C’è un video, girato da alcuni pescatori in barca, che mostra la scossa di terremoto in Venezuela vista dal mare: frane sulla costa, polvere che si alza dai palazzi, il boato che si sente anche a distanza. Prima di poterlo guardare, un grande editore nazionale fa scorrere trenta secondi di spot pubblicitario griffato Google Ads. È successo questa settimana, succede praticamente a ogni tragedia che produce immagini virali — attentati, incidenti mortali, alluvioni, stragi sul lavoro — e ogni volta qualcuno si indigna sui social, fa lo screenshot, lo condivide, e poi tutto torna come prima.
Vale la pena chiedersi perché “tutto torna come prima”, perché la risposta non è quella più comoda. Nessun caporedattore sceglie, la mattina, di mettere uno spot di detersivi prima delle macerie di La Guaira. Quella decisione non la prende un essere umano: la prende un’asta automatica che si chiude in meno di un secondo, nel momento esatto in cui la pagina si carica sul telefono di chi la sta guardando. È il programmatic advertising, il sistema con cui la stragrande maggioranza della pubblicità online viene comprata e venduta: un algoritmo mette all’asta lo spazio pubblicitario, un altro algoritmo lo compra per conto dell’inserzionista, e nessuno dei due ha letto il titolo dell’articolo.
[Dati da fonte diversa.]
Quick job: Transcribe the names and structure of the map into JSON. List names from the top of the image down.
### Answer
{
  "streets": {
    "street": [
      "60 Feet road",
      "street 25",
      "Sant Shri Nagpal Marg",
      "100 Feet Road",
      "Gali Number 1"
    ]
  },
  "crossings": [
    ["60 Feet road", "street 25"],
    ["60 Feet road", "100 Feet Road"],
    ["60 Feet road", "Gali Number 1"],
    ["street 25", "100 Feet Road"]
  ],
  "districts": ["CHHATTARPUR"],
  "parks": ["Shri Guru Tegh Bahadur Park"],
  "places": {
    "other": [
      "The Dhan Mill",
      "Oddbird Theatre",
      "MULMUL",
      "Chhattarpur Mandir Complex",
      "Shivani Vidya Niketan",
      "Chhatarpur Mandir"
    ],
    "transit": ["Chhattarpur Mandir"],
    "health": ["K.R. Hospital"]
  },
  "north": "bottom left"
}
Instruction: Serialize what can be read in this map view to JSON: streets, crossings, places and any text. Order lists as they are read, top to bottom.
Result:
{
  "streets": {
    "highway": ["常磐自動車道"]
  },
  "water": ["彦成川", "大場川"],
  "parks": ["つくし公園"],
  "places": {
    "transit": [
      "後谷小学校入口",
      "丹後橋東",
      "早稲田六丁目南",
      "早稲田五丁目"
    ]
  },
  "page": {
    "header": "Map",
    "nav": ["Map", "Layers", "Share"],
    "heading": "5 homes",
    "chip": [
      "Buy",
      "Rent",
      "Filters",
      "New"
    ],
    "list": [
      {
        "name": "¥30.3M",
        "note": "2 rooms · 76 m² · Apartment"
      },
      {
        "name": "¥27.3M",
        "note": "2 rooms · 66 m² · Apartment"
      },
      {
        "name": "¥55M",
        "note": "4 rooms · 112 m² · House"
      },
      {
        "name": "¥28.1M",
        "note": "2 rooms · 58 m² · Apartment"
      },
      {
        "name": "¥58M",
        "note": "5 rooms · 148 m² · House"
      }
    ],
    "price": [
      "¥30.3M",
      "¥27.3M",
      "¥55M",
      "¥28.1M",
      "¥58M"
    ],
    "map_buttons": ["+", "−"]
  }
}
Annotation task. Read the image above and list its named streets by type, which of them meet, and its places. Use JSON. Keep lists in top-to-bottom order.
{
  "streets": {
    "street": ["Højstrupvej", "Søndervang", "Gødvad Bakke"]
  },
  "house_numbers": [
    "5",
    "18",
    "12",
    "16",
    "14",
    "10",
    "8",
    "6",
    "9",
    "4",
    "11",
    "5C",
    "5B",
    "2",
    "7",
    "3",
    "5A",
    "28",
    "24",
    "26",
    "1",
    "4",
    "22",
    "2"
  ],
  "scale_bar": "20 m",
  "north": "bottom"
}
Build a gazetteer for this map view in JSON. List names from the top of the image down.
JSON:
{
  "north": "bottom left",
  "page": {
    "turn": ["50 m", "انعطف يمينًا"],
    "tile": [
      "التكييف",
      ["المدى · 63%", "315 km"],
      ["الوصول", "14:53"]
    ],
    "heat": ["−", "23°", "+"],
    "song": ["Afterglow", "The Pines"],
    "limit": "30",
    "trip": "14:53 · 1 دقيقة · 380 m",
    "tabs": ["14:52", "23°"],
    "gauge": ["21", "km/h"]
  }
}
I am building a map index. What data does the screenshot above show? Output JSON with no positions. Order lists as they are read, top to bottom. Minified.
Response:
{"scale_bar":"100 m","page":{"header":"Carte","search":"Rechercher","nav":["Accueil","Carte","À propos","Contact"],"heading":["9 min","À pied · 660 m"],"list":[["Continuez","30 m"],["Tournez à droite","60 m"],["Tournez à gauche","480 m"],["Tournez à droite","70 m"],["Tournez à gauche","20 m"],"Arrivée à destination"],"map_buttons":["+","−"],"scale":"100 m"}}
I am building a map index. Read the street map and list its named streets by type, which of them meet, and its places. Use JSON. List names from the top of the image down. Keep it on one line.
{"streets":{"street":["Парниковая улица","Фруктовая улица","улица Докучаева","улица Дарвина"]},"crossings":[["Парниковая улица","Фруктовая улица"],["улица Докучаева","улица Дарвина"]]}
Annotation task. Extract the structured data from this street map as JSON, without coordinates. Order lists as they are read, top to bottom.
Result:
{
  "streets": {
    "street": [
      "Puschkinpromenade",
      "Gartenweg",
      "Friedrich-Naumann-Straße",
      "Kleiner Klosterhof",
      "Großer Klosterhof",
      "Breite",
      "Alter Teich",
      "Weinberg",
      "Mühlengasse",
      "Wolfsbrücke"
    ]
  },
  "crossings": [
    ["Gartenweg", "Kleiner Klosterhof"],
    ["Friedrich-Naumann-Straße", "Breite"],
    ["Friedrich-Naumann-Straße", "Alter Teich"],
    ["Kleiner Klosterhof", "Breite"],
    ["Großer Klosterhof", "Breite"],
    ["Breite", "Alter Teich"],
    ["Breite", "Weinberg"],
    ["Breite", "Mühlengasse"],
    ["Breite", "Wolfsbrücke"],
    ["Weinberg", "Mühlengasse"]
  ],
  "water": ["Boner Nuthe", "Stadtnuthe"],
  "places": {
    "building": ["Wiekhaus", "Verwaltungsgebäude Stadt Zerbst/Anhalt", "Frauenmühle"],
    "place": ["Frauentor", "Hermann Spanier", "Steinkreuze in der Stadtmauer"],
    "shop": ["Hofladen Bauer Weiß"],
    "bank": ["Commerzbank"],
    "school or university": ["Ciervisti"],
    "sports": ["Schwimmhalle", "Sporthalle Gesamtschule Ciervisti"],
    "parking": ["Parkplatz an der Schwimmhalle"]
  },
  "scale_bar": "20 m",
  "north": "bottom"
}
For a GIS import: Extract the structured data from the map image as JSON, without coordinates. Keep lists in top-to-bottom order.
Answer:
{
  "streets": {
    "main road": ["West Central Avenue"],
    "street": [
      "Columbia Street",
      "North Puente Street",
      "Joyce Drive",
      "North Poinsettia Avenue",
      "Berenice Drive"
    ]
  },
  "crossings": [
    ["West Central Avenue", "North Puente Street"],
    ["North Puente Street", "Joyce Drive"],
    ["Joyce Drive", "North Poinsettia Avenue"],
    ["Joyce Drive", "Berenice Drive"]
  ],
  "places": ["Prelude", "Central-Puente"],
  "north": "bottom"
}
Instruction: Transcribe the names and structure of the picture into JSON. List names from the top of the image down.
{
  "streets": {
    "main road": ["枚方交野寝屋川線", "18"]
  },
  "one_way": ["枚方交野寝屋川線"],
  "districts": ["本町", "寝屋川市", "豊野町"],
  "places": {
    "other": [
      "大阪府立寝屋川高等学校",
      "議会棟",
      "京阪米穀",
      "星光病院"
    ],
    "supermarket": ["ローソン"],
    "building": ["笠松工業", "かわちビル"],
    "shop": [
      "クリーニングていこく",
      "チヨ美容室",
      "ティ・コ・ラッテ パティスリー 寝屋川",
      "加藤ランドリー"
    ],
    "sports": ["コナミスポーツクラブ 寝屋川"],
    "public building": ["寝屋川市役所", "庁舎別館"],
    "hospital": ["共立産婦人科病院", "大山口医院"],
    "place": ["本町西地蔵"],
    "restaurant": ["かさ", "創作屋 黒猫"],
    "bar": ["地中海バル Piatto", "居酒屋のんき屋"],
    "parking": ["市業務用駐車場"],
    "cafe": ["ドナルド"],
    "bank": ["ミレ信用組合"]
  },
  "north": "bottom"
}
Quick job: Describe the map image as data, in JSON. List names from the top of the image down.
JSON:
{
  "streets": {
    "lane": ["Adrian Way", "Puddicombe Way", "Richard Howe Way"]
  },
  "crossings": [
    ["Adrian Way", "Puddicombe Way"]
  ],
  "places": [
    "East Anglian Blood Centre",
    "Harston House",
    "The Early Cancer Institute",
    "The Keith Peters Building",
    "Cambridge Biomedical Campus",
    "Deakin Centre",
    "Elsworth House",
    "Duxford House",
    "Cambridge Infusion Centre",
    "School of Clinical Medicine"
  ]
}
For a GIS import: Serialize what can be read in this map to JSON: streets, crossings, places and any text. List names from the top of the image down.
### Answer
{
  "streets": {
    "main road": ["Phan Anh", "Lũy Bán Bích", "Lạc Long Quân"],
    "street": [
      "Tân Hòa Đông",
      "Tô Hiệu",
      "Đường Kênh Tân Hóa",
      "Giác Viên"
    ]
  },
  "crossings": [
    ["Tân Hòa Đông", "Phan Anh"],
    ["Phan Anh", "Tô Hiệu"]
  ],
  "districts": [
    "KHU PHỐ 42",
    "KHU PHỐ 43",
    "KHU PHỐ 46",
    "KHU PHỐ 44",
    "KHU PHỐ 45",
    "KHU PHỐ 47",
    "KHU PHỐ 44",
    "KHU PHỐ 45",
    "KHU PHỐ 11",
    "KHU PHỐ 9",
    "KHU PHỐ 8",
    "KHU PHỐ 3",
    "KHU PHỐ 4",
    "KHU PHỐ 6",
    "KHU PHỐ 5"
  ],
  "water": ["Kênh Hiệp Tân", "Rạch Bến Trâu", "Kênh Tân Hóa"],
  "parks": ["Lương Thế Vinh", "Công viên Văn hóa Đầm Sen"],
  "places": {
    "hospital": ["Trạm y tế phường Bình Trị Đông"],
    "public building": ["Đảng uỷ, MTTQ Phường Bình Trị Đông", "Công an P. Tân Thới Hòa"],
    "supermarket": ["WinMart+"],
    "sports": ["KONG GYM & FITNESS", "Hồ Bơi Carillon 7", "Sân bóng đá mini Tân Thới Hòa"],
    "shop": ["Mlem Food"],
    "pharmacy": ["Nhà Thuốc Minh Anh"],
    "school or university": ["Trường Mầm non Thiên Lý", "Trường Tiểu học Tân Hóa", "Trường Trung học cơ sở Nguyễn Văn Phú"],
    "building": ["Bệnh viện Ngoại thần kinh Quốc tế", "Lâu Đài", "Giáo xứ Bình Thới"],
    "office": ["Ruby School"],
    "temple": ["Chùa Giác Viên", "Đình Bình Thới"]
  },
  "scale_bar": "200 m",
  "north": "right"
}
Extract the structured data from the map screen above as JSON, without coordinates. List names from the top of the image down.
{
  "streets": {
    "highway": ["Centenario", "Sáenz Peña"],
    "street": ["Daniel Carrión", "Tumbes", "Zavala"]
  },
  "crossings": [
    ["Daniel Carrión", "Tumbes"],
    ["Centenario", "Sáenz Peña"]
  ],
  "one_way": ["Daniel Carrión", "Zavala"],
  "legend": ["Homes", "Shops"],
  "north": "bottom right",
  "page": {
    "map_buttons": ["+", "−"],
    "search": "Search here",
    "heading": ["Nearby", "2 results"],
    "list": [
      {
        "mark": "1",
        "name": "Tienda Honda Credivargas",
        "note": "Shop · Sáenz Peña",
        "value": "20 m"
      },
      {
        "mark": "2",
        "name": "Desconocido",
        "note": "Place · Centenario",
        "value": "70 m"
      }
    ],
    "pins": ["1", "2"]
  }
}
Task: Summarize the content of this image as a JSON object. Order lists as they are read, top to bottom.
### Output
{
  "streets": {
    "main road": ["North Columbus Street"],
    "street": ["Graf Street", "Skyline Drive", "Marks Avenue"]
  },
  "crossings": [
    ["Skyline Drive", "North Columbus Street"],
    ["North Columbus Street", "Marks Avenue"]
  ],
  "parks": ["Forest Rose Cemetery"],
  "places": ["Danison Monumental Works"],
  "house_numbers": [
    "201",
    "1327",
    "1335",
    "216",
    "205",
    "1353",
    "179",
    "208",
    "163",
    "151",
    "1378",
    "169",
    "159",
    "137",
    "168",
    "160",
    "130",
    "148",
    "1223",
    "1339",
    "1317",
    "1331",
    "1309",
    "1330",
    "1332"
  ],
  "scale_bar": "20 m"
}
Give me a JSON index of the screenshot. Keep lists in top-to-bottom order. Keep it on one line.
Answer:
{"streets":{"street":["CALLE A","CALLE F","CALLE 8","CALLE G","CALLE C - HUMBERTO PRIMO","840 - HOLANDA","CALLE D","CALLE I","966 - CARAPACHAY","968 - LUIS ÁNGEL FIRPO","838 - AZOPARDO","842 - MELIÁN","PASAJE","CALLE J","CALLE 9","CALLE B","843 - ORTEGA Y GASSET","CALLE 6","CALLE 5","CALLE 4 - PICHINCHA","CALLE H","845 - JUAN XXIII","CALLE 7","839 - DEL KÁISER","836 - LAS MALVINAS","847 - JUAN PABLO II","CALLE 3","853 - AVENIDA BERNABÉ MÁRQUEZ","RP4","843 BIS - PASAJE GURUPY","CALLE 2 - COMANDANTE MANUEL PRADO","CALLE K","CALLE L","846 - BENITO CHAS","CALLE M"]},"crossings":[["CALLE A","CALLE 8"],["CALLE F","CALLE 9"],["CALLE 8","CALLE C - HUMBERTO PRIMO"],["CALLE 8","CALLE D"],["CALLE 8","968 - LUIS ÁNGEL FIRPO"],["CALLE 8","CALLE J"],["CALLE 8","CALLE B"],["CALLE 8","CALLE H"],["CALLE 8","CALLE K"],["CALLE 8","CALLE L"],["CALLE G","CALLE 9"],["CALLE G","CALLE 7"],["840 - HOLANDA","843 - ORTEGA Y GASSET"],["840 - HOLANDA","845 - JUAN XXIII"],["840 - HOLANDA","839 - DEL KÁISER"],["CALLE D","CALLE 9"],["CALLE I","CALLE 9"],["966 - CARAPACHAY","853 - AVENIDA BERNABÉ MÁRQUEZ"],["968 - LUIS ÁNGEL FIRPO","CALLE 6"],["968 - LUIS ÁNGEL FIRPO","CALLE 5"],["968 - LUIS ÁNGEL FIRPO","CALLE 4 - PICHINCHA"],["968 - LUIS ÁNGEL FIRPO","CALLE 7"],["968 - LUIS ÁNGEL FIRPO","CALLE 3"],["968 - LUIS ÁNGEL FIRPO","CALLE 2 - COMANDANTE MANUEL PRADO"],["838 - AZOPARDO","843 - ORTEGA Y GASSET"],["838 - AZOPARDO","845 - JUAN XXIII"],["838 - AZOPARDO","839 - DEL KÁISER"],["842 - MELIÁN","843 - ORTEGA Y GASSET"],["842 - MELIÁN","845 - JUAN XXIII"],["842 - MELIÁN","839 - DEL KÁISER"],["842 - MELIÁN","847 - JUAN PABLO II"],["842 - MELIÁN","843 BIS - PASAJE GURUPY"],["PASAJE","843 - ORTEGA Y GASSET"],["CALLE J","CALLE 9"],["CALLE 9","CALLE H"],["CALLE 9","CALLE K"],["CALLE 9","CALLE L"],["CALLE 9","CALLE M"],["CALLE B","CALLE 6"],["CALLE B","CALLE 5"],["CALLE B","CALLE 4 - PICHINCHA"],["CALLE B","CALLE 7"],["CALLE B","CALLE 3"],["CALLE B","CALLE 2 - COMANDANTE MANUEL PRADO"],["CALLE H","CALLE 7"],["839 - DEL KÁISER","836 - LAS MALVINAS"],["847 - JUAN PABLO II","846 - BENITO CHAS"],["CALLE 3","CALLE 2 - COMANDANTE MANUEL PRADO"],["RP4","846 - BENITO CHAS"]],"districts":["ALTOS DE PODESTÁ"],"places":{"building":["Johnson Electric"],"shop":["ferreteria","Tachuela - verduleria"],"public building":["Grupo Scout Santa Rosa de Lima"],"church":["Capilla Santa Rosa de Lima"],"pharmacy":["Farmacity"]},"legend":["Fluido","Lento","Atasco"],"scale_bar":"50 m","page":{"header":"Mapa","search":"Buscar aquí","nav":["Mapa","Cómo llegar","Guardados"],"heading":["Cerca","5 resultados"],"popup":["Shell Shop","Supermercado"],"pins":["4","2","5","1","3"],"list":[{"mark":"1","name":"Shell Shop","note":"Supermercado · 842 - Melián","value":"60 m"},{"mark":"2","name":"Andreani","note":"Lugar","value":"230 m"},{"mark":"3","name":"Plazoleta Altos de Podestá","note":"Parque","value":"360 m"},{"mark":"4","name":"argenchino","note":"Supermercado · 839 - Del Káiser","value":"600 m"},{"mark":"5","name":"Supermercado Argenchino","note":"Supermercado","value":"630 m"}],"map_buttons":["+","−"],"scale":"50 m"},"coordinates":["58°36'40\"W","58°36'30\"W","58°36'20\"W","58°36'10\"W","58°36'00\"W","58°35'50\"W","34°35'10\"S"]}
Gli inserzionisti, va detto a loro merito, lo sanno e in teoria non lo vogliono: esistono interi fornitori — si chiamano “brand safety” — il cui unico mestiere è vendere liste di parole e categorie da evitare, proprio per impedire che il logo di un’auto compaia a fianco di un cadavere. Il problema è che quelle liste si aggiornano per categorie generiche (“violenza”, “disastro”, “morte”) e ci vogliono minuti, a volte ore, perché un sistema capisca che un video appena pubblicato rientra in quella categoria. E le prime ore dopo una tragedia sono esattamente il momento in cui un video genera più visualizzazioni, quindi più inventory pubblicitaria da vendere, quindi più soldi per la testata che lo ha pubblicato per prima.
Qui si entra nel cuore del cinismo, che è economico prima che morale: un pre-roll video vale, in media, diverse volte più di un banner statico. Le redazioni lo sanno benissimo, e infatti ogni grande sito nazionale ha imparato a trasformare in video anche notizie che un tempo sarebbero state un testo con due foto — non perché il video racconti meglio la notizia, ma perché il video monetizza meglio. La tragedia che fa più audience è, semplicemente, quella che frutta più impression pubblicitarie, ed è difficile aspettarsi che un sistema costruito per massimizzare quel numero si fermi da solo a chiedersi se sia il caso.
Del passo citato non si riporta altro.